# Python beat 96%. With idea description and comments

• See comment for ideas.

class Solution(object):

"""
This problem is about build tree + DFS.
When DFS, check for circle (any children are already on the PATH)

build tree: according to prerequisites, build a tree (actually graph) where a -> b mean a is prerequisite for b. (here I use parentChildren to record tree structure.

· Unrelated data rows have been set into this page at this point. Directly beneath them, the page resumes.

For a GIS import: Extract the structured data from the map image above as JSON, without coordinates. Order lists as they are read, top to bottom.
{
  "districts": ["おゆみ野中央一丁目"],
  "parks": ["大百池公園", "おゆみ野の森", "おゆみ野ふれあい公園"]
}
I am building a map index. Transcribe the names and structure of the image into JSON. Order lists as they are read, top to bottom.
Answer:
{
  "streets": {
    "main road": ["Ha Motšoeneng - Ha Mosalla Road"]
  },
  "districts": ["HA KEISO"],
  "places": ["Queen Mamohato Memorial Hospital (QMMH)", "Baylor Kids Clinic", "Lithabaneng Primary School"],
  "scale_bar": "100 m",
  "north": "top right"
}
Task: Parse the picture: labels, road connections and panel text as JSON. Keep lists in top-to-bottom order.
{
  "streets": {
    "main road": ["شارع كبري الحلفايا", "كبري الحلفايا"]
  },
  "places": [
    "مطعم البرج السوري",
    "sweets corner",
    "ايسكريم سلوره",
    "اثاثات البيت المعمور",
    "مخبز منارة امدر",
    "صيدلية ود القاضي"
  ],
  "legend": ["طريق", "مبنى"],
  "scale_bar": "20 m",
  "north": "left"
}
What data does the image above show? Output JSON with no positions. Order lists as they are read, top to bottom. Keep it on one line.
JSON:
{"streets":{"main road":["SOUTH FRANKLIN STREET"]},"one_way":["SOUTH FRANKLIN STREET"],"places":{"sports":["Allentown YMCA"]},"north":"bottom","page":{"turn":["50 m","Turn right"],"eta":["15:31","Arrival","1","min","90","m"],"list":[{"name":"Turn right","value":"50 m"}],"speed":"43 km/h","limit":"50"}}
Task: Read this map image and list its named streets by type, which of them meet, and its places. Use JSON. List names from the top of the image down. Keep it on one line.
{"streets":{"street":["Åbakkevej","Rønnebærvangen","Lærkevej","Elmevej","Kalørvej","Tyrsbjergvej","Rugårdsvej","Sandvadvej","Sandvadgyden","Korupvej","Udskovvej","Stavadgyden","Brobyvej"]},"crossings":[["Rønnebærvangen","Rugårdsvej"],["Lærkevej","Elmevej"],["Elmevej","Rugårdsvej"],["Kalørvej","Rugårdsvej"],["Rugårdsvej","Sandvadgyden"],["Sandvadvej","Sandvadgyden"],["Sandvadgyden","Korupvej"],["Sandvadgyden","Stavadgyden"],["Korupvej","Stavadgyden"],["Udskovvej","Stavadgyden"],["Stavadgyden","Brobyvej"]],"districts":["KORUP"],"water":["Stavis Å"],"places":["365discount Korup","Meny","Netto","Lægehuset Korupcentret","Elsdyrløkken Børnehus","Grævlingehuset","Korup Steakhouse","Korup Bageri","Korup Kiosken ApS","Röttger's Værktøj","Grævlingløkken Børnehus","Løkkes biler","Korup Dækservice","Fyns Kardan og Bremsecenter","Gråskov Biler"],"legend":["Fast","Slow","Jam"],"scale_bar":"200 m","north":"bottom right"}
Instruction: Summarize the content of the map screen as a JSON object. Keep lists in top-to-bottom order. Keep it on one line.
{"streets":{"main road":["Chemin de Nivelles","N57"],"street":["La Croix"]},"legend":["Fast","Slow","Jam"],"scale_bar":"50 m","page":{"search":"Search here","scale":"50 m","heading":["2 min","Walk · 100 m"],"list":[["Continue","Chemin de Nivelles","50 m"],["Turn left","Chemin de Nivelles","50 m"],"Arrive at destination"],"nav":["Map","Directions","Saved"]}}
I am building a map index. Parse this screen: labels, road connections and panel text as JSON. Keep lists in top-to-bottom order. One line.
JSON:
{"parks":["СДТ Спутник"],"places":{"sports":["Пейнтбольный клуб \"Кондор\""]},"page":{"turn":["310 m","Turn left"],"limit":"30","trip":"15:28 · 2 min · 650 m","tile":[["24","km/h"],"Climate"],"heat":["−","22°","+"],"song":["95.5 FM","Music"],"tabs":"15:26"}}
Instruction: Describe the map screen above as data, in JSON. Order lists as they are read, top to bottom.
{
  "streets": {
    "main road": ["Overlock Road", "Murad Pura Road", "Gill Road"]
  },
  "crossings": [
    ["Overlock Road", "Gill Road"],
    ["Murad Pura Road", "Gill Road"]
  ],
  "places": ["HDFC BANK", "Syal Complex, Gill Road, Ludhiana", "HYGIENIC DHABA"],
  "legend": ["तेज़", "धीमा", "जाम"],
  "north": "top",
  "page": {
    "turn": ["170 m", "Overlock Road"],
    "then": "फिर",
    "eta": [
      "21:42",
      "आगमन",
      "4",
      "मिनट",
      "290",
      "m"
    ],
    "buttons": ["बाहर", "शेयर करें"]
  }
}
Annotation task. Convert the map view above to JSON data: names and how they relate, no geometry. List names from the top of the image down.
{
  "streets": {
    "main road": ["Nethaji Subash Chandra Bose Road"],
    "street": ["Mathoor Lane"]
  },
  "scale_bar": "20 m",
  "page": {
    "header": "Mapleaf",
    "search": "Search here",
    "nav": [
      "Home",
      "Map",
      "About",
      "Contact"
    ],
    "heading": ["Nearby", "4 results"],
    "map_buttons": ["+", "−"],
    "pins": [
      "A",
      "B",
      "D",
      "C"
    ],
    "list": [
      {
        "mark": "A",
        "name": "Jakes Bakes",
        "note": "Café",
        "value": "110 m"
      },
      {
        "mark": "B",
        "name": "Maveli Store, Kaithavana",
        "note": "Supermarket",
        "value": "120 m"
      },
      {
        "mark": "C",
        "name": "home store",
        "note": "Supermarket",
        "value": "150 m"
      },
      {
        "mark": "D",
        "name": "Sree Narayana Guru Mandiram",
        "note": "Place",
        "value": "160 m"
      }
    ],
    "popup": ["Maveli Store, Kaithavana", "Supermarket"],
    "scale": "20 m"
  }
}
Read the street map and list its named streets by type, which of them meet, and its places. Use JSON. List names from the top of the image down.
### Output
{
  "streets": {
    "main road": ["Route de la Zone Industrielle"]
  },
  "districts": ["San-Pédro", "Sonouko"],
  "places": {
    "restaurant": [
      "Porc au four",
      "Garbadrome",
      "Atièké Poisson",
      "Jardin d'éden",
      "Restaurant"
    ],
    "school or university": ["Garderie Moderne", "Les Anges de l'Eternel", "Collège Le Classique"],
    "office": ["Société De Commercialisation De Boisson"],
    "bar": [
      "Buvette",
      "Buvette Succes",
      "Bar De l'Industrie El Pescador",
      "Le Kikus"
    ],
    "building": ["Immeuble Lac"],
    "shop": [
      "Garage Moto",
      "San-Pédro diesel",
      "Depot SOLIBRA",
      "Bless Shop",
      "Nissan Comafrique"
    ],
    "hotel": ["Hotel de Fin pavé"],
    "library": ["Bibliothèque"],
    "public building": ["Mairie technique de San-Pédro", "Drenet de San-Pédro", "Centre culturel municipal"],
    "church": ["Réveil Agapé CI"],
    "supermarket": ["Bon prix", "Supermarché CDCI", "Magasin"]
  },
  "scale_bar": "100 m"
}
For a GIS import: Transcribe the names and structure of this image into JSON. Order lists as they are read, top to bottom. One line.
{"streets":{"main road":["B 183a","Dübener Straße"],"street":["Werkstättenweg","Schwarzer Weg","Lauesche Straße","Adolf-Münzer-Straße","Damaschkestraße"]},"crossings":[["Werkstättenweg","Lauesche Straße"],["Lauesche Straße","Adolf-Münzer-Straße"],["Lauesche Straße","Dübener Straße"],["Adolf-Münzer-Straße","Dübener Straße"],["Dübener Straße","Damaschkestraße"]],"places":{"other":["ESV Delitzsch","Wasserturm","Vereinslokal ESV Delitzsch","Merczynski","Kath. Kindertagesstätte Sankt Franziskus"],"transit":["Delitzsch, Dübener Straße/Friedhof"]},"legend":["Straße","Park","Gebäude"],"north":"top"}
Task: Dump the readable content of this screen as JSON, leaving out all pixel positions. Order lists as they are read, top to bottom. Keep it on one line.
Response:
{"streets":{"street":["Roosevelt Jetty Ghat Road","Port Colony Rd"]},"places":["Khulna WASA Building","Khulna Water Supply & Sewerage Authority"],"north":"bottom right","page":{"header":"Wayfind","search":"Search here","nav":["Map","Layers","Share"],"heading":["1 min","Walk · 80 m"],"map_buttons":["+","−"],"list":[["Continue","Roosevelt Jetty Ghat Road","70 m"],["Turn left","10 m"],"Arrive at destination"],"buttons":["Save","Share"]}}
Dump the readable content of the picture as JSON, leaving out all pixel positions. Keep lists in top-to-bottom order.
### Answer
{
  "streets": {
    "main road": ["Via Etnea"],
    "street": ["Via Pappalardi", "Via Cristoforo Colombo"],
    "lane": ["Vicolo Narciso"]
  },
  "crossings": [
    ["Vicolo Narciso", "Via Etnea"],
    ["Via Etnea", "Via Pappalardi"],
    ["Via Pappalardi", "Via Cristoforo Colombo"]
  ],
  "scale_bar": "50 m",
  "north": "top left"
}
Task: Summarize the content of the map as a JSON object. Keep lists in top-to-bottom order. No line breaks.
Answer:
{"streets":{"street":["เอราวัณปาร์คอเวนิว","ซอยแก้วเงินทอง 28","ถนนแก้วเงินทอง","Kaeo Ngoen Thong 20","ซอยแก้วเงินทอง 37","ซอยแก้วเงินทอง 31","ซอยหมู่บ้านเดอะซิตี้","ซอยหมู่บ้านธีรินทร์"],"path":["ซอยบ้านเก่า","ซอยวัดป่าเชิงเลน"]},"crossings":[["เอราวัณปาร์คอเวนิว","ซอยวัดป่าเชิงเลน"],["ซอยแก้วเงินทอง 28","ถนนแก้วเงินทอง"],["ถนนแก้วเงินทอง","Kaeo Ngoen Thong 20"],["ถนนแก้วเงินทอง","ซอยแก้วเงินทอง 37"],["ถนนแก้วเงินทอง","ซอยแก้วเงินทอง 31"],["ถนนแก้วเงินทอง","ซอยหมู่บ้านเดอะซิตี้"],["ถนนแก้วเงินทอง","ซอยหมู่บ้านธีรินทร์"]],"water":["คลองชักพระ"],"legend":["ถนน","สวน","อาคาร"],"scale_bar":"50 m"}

You can also use you own class to do this)

Then start from each node (i.e. course) and do DFS. When the child is on the path, circle detected -> not good, return False
"""
def DFS(self, root, onPath, parentChildren, explored):
if not parentChildren.has_key(root):
# it means root does not have any children (i.e., it is not prerequisite of any classes)
del onPath[root]
return True

for i in range(len(parentChildren[root])):
child = parentChildren[root][i]

# circle detected
if onPath.has_key(child): return False

# if we have explored this course, do nothing
if explored.has_key(child):
continue

onPath[child] = 1
explored[child] = 1

if self.DFS(child, onPath, parentChildren, explored) == False:
return False
del onPath[root]
return True

def canFinish(self, numCourses, prerequisites):
"""
:type numCourses: int
:type prerequisites: List[List[int]]
:rtype: bool
"""
coursesPool = []
parentChildren = {}

# parentChildren will record the graph structure.
for pair in prerequisites:
if parentChildren.has_key(pair[0]):
parentChildren[pair[0]].append(pair[1])
else:
parentChildren[pair[0]] = [pair[1]]

parentChildren[-1] = [key for key in range(numCourses)]
#print parentChildren
onPath = {-1:1}
explored = {}
return self.DFS(-1, onPath, parentChildren, explored)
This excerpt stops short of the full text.